Aw that’s so sad about your first pug :(
You’re very right about it depending on the dog. Not all are the same.
Thank you for you input about your own experience owning a pug! Adopting or buying a pug really isn’t something that should be done on a whim, especially if you don’t have the financial means.
For those that don’t know, MPRV stands for Mops-Pekingesen-Rassehund-Verband. They are a German group that breeds to a new standard for Pugs and Pekinese that strives for the elongation of the face, eyes that are well set into the socket, a slightly larger frame, and they don’t inbreed. Their goal is to achieve a look similar to what these dogs looked like in the 1900’s and at the turn of the century. In doing this, the dogs will have improved breathing and less health issues.
I’ve done a bit of research on the MPRV group and I think they’re going a step in the right direction. There will always be a question of ethics surrounding dog breeding, and should humans really be playing God with these animals. But the MPRV’s main goal is to improve the health of these dogs, and I’m okay with that. Most of the negative opinions I’ve read on MPRV have been based solely on the fact that they (the people in disagreeance) would rather have a smushed faced pug with trouble breathing and a myriad of health issues than have a slightly larger pug with a slightly longer snout and less breathing issues and health problems.
What do you guys think about this? Would you like to see this movement become more prominent in the US?
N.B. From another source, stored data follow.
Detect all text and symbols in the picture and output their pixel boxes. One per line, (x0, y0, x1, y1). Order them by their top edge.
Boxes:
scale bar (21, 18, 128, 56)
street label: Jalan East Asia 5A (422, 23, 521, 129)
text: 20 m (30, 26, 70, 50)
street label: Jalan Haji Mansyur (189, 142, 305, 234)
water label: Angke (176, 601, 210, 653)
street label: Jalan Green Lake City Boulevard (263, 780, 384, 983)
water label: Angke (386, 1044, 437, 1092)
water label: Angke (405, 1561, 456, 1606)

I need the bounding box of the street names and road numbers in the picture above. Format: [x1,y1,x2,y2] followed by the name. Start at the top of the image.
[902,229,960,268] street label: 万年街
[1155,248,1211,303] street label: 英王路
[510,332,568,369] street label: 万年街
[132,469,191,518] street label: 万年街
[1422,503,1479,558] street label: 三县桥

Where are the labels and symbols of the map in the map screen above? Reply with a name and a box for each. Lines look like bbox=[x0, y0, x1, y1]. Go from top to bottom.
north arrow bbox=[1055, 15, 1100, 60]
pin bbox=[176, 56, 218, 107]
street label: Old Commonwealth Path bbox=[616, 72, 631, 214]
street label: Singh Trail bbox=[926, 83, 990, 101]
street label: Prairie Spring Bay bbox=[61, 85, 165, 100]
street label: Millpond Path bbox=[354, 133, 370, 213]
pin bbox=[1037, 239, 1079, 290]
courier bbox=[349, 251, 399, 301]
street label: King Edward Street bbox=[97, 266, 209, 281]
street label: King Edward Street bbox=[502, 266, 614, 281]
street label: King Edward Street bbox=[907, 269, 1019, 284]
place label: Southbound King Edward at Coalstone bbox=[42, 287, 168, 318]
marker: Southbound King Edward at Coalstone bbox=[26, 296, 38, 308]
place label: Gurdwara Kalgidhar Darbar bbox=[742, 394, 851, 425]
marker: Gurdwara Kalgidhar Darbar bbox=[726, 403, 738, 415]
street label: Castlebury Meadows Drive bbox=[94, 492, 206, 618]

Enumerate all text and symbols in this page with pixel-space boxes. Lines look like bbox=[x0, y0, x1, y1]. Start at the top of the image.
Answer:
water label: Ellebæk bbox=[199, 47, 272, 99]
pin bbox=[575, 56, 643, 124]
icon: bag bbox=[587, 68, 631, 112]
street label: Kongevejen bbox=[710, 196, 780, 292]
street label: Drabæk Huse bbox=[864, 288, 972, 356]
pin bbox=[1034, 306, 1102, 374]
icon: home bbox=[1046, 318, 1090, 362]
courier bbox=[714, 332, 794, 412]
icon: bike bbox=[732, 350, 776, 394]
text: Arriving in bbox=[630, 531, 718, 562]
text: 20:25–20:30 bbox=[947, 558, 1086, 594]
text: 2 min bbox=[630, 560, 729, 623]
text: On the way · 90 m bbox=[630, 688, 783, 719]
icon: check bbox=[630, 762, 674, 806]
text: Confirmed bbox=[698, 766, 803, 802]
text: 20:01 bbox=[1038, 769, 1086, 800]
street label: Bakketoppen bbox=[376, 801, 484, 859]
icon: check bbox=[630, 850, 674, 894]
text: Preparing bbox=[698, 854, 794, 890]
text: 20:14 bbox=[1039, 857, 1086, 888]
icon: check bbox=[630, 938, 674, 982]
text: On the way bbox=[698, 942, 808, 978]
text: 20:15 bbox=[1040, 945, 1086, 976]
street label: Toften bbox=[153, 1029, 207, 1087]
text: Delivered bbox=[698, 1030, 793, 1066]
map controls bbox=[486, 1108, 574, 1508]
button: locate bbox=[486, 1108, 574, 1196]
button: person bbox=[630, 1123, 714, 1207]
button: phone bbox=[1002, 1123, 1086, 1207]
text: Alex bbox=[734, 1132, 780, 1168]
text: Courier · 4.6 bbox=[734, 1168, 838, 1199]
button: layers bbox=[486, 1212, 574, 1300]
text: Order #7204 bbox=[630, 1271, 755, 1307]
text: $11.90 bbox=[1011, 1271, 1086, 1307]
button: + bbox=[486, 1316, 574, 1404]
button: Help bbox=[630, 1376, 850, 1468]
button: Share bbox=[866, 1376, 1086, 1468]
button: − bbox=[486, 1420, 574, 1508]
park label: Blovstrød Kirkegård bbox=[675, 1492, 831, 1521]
Pugs, adopted or not, purebred or not, are prone to a wide variety of health issues, and require more medical care than other dog breeds. It varies with each Pug, but more likely than not you’re going to be spending a decent amount of money on vet bills. I found this article that might be helpful to you. It sort of outlines how much you should expect to spend on your Pug. Hope this helps!
Pugs are one of the most inbred dog breeds. The signature purebred “pug look” comes from intensive inbreeding spanning generations. That means pugs deemed “perfect specimens” are mated with other closely related perfect specimens, such as parents or siblings, in order to successfully achieve the aesthetically appealing look that lots of pug lovers look for when they want to buy. The majority of inbred pugs don’t survive past puppy age, and the ones that do survive go on to endure lots of health complications, all for the sake of their cute smushed faces. Honestly, it’s ethically horrifying. That’s why I always always always recommend adopting first. I have a link in my side bar to a list of all the pug rescues in the US (and a few international) by state.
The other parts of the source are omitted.